Why Neurons Have Thousands Of Synapses, A Theory Of Sequence Memory In Neocortex

subutai · September 21, 2018, 10:07pm

Each element is represented by an SDR. The SDR is 2048 bits long, with 40 active at a time (each bit here represents one minicolumn). Each noise element is represented by 40 random minicolumns chosen from the 2048 possible. The noise elements are not the same - they are completely different for each timestep. There are a finite number of noise elements, but the number is astronomically large.

sheiser1 · September 21, 2018, 10:46pm

I think that if a sequence element is random then it couldn’t have been correctly predicted because its not part of a pattern (a recurring sub-sequence). Imagine the case where 100% of the sequence elements were generated randomly. The TM would ultimately learn nothing over time because all the transitions that it did learn were noise and therefore didn’t repeat, so the synaptic permanences representing those transitions would never be reinforced.

A TM with no reinforced paths is a TM that predicts nothing, for 0% prediction accuracy. In summary, the TM can only predict sequence elements it has detected within a pattern, and random/noise elements by definition aren’t.

nbro · September 21, 2018, 11:14pm

I partially agree with your reasoning, but there’s a clear repeating pattern in the data, that is

sequence, noise, sequence, noise, sequence, noise, etc

where each sequence has the same number of elements and all noises have the same length. Furthermore, a sequence may repeat.

Here, the confusion/ambiguity is due to the way one defines the prediction accuracy. If one defines the prediction accuracy as the percentage of correctly predicted one-step ahead next input element (either belonging to the sequence or to the noise), then you reasoning makes sense, but the dataset was defined in such a structured way that I’m not seeing why the 50% prediction accuracy mathematically holds…

sheiser1 · September 22, 2018, 12:01am

I think this is effectively what they mean by ''prediction accuracy. And yes the “seq., noise, seq., noise…” means that there is repetition to learn from, though only during the seq parts. The other 50% are bouts of noise, so since the TM doesn’t have anything solid to learn from these it wont predict anything during these periods - which would cap the max overall prediction accuracy at 50%. Its like if you were reading something but half of the words were noise (illegible gibberish), the most you could actually make sense of would be the 50% that were real words right?

Btw I also think this demonstrates a great strength of the TM, in that it can learn so aggressively but not be prone to overfitting, since all the noisy transitions it learned at first are washed out since they don’t repeat.

nbro · September 23, 2018, 10:18pm

In the section Network Capacity and Generalization, it’s written

The network only learns transitions between inputs. Therefore, the capacity of a network is measured by how many transitions a given network can store. This can be calculated as the product of the expected duty cycle of an individual neuron (cells per column/column sparsity) times the number of patterns each neuron can recognize on its basal dendrites.

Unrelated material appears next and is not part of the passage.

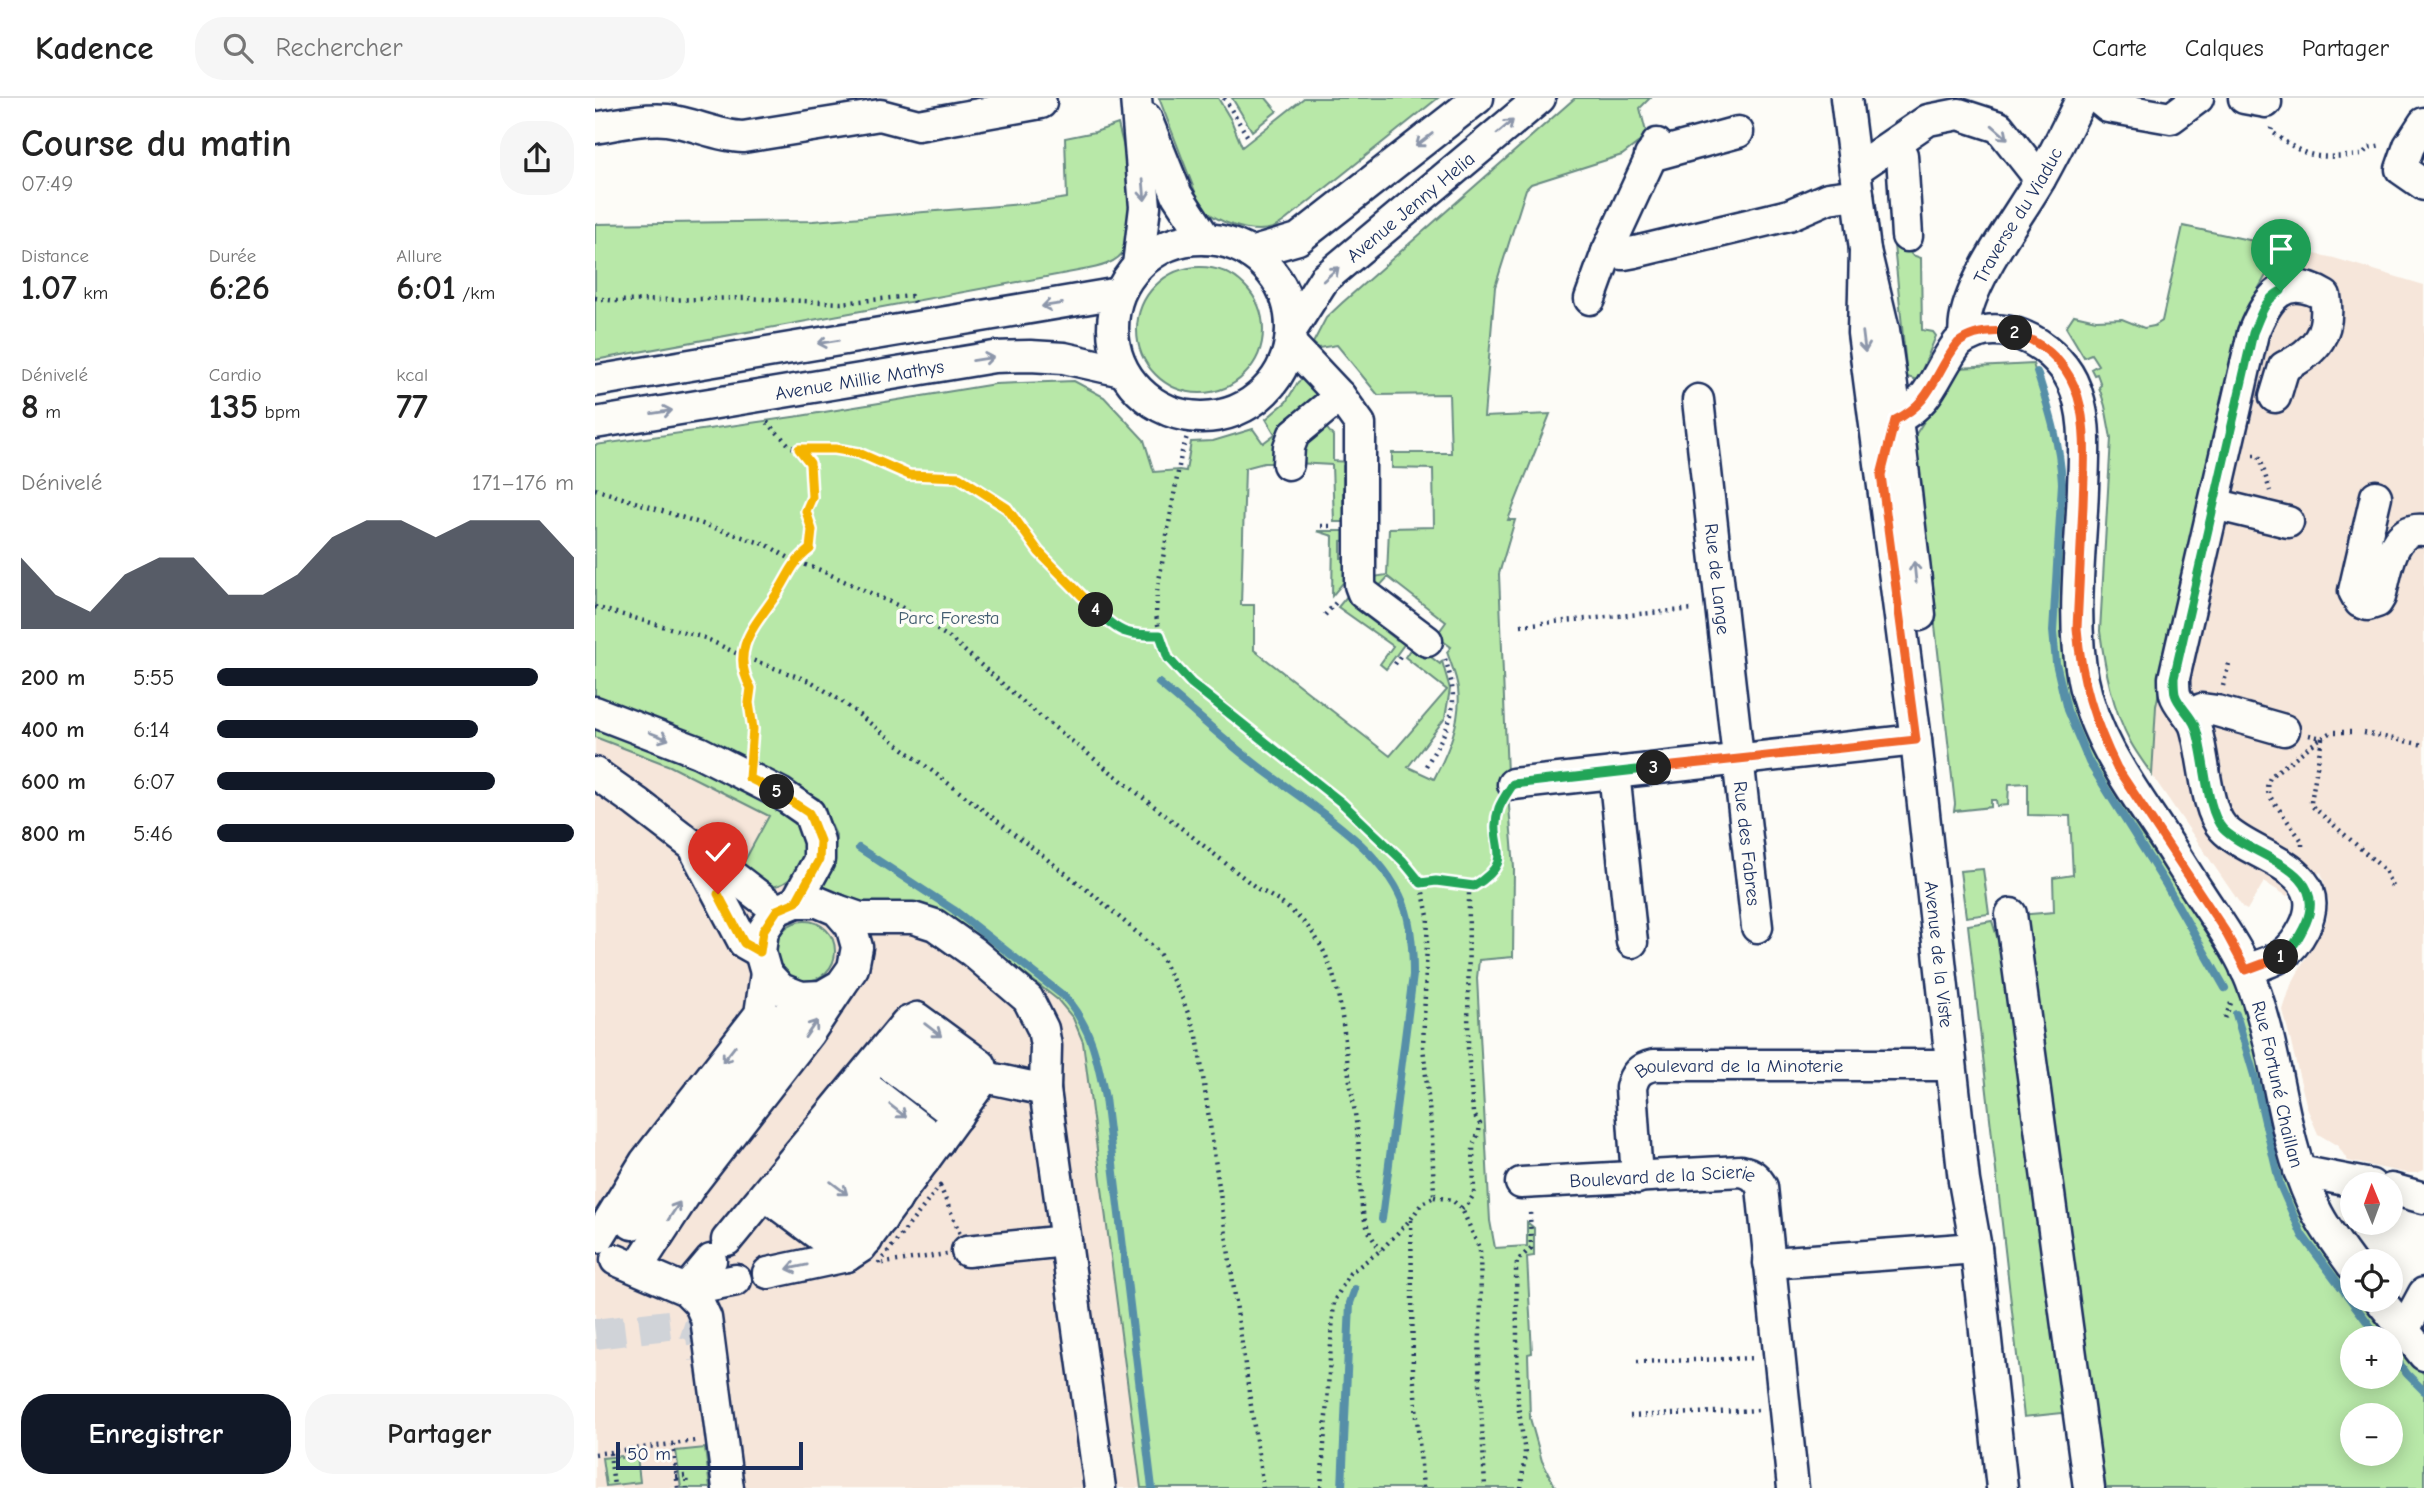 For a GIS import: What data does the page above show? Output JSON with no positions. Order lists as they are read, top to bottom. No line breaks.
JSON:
{"streets":{"street":["Avenue Jenny Helia","Traverse du Viaduc","Avenue Millie Mathys","Rue de Lange","Rue des Fabres","Avenue de la Viste","Boulevard de la Minoterie","Rue Fortuné Chaillan","Boulevard de la Scierie"]},"crossings":[["Avenue Jenny Helia","Avenue Millie Mathys"],["Traverse du Viaduc","Rue Fortuné Chaillan"],["Rue de Lange","Rue des Fabres"],["Avenue de la Viste","Boulevard de la Minoterie"],["Boulevard de la Minoterie","Boulevard de la Scierie"]],"parks":["Parc Foresta"],"scale_bar":"50 m","north":"top","page":{"header":"Kadence","search":"Rechercher","nav":["Carte","Calques","Partager"],"heading":["Course du matin","07:49"],"stats":[["Distance","1.07 km"],["Durée","6:26"],["Allure","6:01 /km"],["Dénivelé","8 m"],["Cardio","135 bpm"],["kcal","77"]],"pins":["2","4","3","5","1"],"chart":["Dénivelé","171–176 m"],"list":[{"name":"200 m","note":"5:55"},{"name":"400 m","note":"6:14"},{"name":"600 m","note":"6:07"},{"name":"800 m","note":"5:46"}],"map_buttons":["+","−"],"buttons":["Enregistrer","Partager"],"scale":"50 m"}} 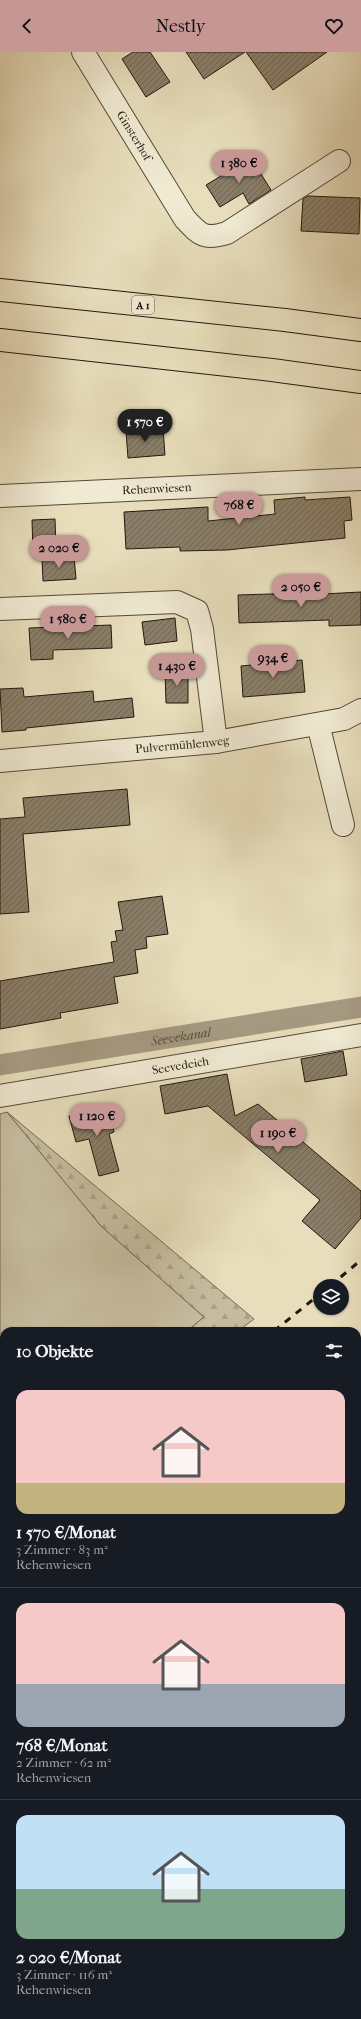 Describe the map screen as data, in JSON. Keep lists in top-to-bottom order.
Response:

A few questions (if you have time to answer @subutai and @jhawkins):

What exactly do we mean in this context by “expected duty cycle of an individual neuron”?
Why is the expected duty cycle calculated as “cells per column/column sparsity”?
Why is the capacity of a network (i.e. how many transitions a given network can store) calculated as “the product of the expected duty cycle of an individual neuron times the number of patterns each neuron can recognize on its basal dendrites.”?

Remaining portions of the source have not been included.